TASK PROMPT
The answer must be every entry, given again word for word.
Segment Start: SUPPLIED RECORDS
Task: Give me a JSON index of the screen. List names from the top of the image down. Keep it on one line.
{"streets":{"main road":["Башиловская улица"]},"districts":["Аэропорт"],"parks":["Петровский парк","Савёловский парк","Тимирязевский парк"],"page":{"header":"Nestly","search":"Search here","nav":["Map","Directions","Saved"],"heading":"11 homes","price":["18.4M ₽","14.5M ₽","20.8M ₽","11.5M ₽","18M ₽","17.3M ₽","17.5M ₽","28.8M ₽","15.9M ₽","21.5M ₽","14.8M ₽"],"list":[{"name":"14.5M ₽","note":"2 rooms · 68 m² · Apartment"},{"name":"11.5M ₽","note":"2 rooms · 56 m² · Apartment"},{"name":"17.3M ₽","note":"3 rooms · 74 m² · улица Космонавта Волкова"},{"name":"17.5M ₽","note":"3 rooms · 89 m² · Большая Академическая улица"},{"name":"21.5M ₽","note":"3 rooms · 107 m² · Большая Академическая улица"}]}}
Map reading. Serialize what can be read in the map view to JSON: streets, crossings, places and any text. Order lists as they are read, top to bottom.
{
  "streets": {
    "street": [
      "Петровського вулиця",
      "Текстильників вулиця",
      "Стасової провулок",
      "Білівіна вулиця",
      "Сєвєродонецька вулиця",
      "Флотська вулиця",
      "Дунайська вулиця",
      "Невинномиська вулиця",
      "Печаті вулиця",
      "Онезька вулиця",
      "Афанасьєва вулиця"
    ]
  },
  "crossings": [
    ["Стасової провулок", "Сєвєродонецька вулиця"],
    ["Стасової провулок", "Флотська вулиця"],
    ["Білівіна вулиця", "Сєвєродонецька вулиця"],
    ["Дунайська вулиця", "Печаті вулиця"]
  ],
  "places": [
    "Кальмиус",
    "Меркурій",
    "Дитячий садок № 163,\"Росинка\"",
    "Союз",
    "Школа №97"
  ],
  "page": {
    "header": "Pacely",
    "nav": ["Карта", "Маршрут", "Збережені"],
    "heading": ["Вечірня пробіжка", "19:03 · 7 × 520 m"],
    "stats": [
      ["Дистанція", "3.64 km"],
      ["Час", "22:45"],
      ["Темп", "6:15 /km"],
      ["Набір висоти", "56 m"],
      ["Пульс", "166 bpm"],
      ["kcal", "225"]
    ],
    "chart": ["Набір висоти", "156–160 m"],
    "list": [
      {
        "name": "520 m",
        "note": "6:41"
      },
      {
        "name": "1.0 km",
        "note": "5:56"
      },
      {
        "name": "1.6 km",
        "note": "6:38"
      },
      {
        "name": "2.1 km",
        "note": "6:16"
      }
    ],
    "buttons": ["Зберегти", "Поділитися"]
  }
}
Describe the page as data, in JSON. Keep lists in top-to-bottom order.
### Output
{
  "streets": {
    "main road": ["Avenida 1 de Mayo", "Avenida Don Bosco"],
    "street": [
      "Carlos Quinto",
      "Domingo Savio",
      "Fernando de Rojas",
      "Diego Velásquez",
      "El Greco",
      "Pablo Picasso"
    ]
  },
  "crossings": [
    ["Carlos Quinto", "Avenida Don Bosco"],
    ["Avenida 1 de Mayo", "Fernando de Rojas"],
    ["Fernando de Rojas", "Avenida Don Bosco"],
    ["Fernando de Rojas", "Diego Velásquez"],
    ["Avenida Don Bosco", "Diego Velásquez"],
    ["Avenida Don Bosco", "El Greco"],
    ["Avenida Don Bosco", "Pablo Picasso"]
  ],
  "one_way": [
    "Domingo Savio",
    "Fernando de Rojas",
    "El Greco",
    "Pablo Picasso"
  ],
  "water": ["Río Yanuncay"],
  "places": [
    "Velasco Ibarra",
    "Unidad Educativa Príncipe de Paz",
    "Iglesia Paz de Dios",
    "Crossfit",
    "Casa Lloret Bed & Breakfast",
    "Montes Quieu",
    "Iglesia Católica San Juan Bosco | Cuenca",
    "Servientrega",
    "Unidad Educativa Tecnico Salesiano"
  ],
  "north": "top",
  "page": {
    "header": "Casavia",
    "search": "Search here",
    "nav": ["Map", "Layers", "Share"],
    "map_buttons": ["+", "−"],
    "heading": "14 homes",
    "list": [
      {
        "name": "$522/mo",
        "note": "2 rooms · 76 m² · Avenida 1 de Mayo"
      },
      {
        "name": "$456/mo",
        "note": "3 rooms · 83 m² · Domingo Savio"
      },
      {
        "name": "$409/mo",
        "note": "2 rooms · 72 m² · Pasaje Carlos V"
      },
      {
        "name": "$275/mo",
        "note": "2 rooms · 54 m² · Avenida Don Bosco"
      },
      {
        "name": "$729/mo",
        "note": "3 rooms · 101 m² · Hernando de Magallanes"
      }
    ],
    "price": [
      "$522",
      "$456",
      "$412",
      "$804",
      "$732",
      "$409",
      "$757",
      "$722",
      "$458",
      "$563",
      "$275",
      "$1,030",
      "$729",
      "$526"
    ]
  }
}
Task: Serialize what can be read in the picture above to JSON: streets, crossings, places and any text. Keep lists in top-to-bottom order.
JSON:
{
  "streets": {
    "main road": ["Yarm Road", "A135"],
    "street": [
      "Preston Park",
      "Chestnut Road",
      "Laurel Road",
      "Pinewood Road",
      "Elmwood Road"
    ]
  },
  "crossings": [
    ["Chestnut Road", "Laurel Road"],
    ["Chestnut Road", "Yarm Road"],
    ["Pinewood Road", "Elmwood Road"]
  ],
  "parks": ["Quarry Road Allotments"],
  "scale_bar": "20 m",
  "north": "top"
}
Segment End: SUPPLIED RECORDS
EXPECTED ANSWER
Task: Give me a JSON index of the screen. List names from the top of the image down. Keep it on one line.
{"streets":{"main road":["Башиловская улица"]},"districts":["Аэропорт"],"parks":["Петровский парк","Савёловский парк","Тимирязевский парк"],"page":{"header":"Nestly","search":"Search here","nav":["Map","Directions","Saved"],"heading":"11 homes","price":["18.4M ₽","14.5M ₽","20.8M ₽","11.5M ₽","18M ₽","17.3M ₽","17.5M ₽","28.8M ₽","15.9M ₽","21.5M ₽","14.8M ₽"],"list":[{"name":"14.5M ₽","note":"2 rooms · 68 m² · Apartment"},{"name":"11.5M ₽","note":"2 rooms · 56 m² · Apartment"},{"name":"17.3M ₽","note":"3 rooms · 74 m² · улица Космонавта Волкова"},{"name":"17.5M ₽","note":"3 rooms · 89 m² · Большая Академическая улица"},{"name":"21.5M ₽","note":"3 rooms · 107 m² · Большая Академическая улица"}]}}
Map reading. Serialize what can be read in the map view to JSON: streets, crossings, places and any text. Order lists as they are read, top to bottom.
{
  "streets": {
    "street": [
      "Петровського вулиця",
      "Текстильників вулиця",
      "Стасової провулок",
      "Білівіна вулиця",
      "Сєвєродонецька вулиця",
      "Флотська вулиця",
      "Дунайська вулиця",
      "Невинномиська вулиця",
      "Печаті вулиця",
      "Онезька вулиця",
      "Афанасьєва вулиця"
    ]
  },
  "crossings": [
    ["Стасової провулок", "Сєвєродонецька вулиця"],
    ["Стасової провулок", "Флотська вулиця"],
    ["Білівіна вулиця", "Сєвєродонецька вулиця"],
    ["Дунайська вулиця", "Печаті вулиця"]
  ],
  "places": [
    "Кальмиус",
    "Меркурій",
    "Дитячий садок № 163,\"Росинка\"",
    "Союз",
    "Школа №97"
  ],
  "page": {
    "header": "Pacely",
    "nav": ["Карта", "Маршрут", "Збережені"],
    "heading": ["Вечірня пробіжка", "19:03 · 7 × 520 m"],
    "stats": [
      ["Дистанція", "3.64 km"],
      ["Час", "22:45"],
      ["Темп", "6:15 /km"],
      ["Набір висоти", "56 m"],
      ["Пульс", "166 bpm"],
      ["kcal", "225"]
    ],
    "chart": ["Набір висоти", "156–160 m"],
    "list": [
      {
        "name": "520 m",
        "note": "6:41"
      },
      {
        "name": "1.0 km",
        "note": "5:56"
      },
      {
        "name": "1.6 km",
        "note": "6:38"
      },
      {
        "name": "2.1 km",
        "note": "6:16"
      }
    ],
    "buttons": ["Зберегти", "Поділитися"]
  }
}
Describe the page as data, in JSON. Keep lists in top-to-bottom order.
### Output
{
  "streets": {
    "main road": ["Avenida 1 de Mayo", "Avenida Don Bosco"],
    "street": [
      "Carlos Quinto",
      "Domingo Savio",
      "Fernando de Rojas",
      "Diego Velásquez",
      "El Greco",
      "Pablo Picasso"
    ]
  },
  "crossings": [
    ["Carlos Quinto", "Avenida Don Bosco"],
    ["Avenida 1 de Mayo", "Fernando de Rojas"],
    ["Fernando de Rojas", "Avenida Don Bosco"],
    ["Fernando de Rojas", "Diego Velásquez"],
    ["Avenida Don Bosco", "Diego Velásquez"],
    ["Avenida Don Bosco", "El Greco"],
    ["Avenida Don Bosco", "Pablo Picasso"]
  ],
  "one_way": [
    "Domingo Savio",
    "Fernando de Rojas",
    "El Greco",
    "Pablo Picasso"
  ],
  "water": ["Río Yanuncay"],
  "places": [
    "Velasco Ibarra",
    "Unidad Educativa Príncipe de Paz",
    "Iglesia Paz de Dios",
    "Crossfit",
    "Casa Lloret Bed & Breakfast",
    "Montes Quieu",
    "Iglesia Católica San Juan Bosco | Cuenca",
    "Servientrega",
    "Unidad Educativa Tecnico Salesiano"
  ],
  "north": "top",
  "page": {
    "header": "Casavia",
    "search": "Search here",
    "nav": ["Map", "Layers", "Share"],
    "map_buttons": ["+", "−"],
    "heading": "14 homes",
    "list": [
      {
        "name": "$522/mo",
        "note": "2 rooms · 76 m² · Avenida 1 de Mayo"
      },
      {
        "name": "$456/mo",
        "note": "3 rooms · 83 m² · Domingo Savio"
      },
      {
        "name": "$409/mo",
        "note": "2 rooms · 72 m² · Pasaje Carlos V"
      },
      {
        "name": "$275/mo",
        "note": "2 rooms · 54 m² · Avenida Don Bosco"
      },
      {
        "name": "$729/mo",
        "note": "3 rooms · 101 m² · Hernando de Magallanes"
      }
    ],
    "price": [
      "$522",
      "$456",
      "$412",
      "$804",
      "$732",
      "$409",
      "$757",
      "$722",
      "$458",
      "$563",
      "$275",
      "$1,030",
      "$729",
      "$526"
    ]
  }
}
Task: Serialize what can be read in the picture above to JSON: streets, crossings, places and any text. Keep lists in top-to-bottom order.
JSON:
{
  "streets": {
    "main road": ["Yarm Road", "A135"],
    "street": [
      "Preston Park",
      "Chestnut Road",
      "Laurel Road",
      "Pinewood Road",
      "Elmwood Road"
    ]
  },
  "crossings": [
    ["Chestnut Road", "Laurel Road"],
    ["Chestnut Road", "Yarm Road"],
    ["Pinewood Road", "Elmwood Road"]
  ],
  "parks": ["Quarry Road Allotments"],
  "scale_bar": "20 m",
  "north": "top"
}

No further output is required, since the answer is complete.